Why Do We Make Obvious Mistakes in Business?

I had a post here a few days ago about a big mistake made on a job quote that slipped past everyone costing the company thousands of dollars.

I then left open the question as to how those kinds of mistakes can be avoided.

Too bad, no one offered solutions even though many wrote to tell me about a recent horror story at their business. Many said that these obvious mistakes were common.

But why?

Mistakes, the real whoppers happen at businesses because of three primary reasons.

1. The curse of knowledge. The more we think we know about a given situation and about our business, the more blind we are to things that outsiders might see. This is one reason I am successful—I can see from the outside what is hard to see from the familiar inside.

2. Murphy’s Law. Murphy’s Law states that anything that CAN go wrong, WILL go wrong. If there is a weak link, the chain breaks at the weakest point. Always. It’s physics and it has to be.

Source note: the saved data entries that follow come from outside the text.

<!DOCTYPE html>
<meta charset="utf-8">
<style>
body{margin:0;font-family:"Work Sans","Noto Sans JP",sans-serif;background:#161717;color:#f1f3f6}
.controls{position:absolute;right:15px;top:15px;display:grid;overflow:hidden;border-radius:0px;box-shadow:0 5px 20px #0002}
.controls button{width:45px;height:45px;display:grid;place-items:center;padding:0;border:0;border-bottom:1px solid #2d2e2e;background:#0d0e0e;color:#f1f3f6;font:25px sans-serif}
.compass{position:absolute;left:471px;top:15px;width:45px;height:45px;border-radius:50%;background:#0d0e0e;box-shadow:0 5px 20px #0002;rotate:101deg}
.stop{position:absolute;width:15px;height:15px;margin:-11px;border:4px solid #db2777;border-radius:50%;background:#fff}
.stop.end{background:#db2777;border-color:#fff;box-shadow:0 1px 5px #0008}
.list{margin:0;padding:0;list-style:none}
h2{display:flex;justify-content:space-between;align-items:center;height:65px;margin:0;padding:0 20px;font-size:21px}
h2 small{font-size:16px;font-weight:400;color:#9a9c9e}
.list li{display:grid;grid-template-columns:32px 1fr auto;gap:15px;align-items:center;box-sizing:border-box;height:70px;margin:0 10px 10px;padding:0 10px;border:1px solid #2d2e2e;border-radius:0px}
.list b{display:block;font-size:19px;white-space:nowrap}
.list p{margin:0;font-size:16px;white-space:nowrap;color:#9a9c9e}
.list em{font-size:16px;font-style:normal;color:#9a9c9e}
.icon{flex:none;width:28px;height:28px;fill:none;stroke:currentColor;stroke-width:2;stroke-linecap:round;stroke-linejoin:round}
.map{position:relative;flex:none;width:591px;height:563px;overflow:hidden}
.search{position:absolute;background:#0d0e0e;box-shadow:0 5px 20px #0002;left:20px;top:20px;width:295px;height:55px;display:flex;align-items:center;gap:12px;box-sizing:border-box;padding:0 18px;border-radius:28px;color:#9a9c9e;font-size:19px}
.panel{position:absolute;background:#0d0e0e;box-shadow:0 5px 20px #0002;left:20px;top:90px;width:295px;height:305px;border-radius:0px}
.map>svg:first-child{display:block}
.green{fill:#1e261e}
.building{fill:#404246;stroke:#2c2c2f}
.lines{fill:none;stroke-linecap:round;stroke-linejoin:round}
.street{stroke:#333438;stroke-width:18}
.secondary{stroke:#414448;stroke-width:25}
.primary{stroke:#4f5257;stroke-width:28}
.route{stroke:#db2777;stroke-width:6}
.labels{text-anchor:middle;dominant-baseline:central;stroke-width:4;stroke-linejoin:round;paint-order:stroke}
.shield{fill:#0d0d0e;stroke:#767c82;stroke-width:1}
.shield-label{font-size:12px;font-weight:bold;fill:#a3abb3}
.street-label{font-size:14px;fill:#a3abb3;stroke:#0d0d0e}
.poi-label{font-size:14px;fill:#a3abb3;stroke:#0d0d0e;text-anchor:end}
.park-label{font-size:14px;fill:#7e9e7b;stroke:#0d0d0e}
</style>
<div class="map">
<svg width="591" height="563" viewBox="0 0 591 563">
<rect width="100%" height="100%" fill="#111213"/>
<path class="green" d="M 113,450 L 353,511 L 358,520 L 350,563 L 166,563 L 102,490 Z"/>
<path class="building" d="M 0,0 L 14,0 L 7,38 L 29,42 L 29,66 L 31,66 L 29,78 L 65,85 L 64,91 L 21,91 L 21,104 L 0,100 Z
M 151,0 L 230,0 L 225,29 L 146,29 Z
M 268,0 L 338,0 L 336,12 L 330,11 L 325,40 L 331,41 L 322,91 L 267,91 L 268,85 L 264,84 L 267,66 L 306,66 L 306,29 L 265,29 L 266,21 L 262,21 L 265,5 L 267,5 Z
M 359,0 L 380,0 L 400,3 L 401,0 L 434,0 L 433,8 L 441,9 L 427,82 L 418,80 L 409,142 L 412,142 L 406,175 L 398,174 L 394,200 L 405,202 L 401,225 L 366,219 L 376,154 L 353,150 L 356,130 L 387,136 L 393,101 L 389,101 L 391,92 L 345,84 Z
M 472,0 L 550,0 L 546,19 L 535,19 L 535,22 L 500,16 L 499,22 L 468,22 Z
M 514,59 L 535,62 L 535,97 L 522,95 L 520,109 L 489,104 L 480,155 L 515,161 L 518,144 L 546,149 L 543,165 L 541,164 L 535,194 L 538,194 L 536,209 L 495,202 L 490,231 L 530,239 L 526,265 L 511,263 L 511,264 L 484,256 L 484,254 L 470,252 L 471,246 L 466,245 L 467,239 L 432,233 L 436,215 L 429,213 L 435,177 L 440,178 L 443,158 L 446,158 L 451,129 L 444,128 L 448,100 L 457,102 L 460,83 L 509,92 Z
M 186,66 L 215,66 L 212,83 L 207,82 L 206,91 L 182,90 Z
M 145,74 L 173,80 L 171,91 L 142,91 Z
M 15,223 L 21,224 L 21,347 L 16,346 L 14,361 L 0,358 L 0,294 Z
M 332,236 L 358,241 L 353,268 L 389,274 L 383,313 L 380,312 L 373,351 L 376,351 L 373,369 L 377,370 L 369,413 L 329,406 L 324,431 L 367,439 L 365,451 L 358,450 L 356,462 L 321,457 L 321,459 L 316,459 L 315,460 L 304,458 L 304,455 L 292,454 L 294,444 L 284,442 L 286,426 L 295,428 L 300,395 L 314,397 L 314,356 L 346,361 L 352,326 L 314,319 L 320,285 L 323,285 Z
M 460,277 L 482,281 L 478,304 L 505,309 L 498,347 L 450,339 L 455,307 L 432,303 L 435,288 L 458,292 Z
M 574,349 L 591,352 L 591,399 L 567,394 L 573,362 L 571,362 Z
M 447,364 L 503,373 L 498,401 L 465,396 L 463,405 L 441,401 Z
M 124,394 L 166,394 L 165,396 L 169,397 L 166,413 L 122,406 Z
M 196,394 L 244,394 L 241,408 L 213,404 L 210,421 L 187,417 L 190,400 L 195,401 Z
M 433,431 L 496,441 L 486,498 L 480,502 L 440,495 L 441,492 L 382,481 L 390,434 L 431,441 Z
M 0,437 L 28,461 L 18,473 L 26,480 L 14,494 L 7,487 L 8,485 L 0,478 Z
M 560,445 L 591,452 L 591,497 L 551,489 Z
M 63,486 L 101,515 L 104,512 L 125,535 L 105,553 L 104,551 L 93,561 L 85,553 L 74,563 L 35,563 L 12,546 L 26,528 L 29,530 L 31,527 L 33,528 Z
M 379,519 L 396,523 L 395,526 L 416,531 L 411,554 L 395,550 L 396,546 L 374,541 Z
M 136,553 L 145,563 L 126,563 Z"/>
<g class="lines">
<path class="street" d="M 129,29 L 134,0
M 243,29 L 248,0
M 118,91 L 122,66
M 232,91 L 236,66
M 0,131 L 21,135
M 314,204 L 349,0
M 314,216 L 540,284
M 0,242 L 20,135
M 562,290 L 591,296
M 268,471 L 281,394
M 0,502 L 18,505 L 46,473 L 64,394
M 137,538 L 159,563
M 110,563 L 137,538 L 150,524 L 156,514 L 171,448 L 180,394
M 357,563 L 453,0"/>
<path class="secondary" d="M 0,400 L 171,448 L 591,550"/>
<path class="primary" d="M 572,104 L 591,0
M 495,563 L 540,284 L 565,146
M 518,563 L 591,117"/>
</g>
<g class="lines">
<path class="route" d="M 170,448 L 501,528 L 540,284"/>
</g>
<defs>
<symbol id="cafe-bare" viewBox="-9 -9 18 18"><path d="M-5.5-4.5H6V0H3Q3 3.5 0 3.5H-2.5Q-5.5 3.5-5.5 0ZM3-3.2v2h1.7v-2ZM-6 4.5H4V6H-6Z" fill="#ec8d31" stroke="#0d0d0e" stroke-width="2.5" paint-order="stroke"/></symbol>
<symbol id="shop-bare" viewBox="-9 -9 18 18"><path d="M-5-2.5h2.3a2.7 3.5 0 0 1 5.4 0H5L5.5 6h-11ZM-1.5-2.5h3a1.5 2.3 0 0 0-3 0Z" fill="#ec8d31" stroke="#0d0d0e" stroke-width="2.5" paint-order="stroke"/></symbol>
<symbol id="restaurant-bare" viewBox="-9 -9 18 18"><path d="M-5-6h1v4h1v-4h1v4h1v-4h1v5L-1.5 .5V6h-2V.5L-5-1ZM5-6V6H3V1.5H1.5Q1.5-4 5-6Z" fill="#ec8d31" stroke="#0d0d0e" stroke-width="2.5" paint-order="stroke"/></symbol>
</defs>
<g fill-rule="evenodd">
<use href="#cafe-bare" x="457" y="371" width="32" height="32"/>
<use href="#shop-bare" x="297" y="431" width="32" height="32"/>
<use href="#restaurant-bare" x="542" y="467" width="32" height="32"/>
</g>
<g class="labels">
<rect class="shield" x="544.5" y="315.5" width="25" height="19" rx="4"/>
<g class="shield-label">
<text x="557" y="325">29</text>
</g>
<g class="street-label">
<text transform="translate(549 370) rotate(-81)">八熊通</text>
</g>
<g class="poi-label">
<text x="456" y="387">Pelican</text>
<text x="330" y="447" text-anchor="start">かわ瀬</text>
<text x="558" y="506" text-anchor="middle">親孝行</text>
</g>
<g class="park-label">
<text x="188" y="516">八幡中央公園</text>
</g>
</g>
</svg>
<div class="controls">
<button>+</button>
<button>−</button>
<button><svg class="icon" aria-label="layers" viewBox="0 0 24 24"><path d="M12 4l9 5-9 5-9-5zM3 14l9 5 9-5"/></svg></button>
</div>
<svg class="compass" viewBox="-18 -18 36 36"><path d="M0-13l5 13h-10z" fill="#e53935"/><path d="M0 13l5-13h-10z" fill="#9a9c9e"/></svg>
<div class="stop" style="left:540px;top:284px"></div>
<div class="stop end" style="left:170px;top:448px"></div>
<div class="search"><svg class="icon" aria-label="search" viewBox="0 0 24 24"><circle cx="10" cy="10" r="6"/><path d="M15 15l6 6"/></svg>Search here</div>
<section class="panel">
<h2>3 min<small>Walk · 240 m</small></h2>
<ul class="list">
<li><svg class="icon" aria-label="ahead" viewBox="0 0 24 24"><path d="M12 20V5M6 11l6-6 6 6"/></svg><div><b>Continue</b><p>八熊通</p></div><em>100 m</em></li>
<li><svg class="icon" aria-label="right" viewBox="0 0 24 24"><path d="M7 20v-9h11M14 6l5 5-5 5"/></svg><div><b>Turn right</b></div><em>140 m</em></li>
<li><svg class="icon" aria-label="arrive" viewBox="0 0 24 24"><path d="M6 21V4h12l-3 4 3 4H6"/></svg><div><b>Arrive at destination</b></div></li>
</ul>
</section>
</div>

We average too often. Averaging causes us to ignore the outliers—the high and low data points which are the troublesome links. When we ignore extreme points because of averaging, we miss potential disasters. I’m going to write more on this soon.

It boils down to an interesting formula I saw in Science News: A + B = C

A=Forces of Nature (Heat, cold, wind, time, etc.)
B=Human fault (not error, fault) due to greed, hurriedness, sloppiness, laziness, etc.
C=Disaster

In other words, mix the forces of nature with human faults and failures follow.

3. The Invisible Gorilla.

Watch the video.

See? When we focus intently on something we “think” we are supposed to focus on, we miss the obvious.

All three of these are correctable with a little effort.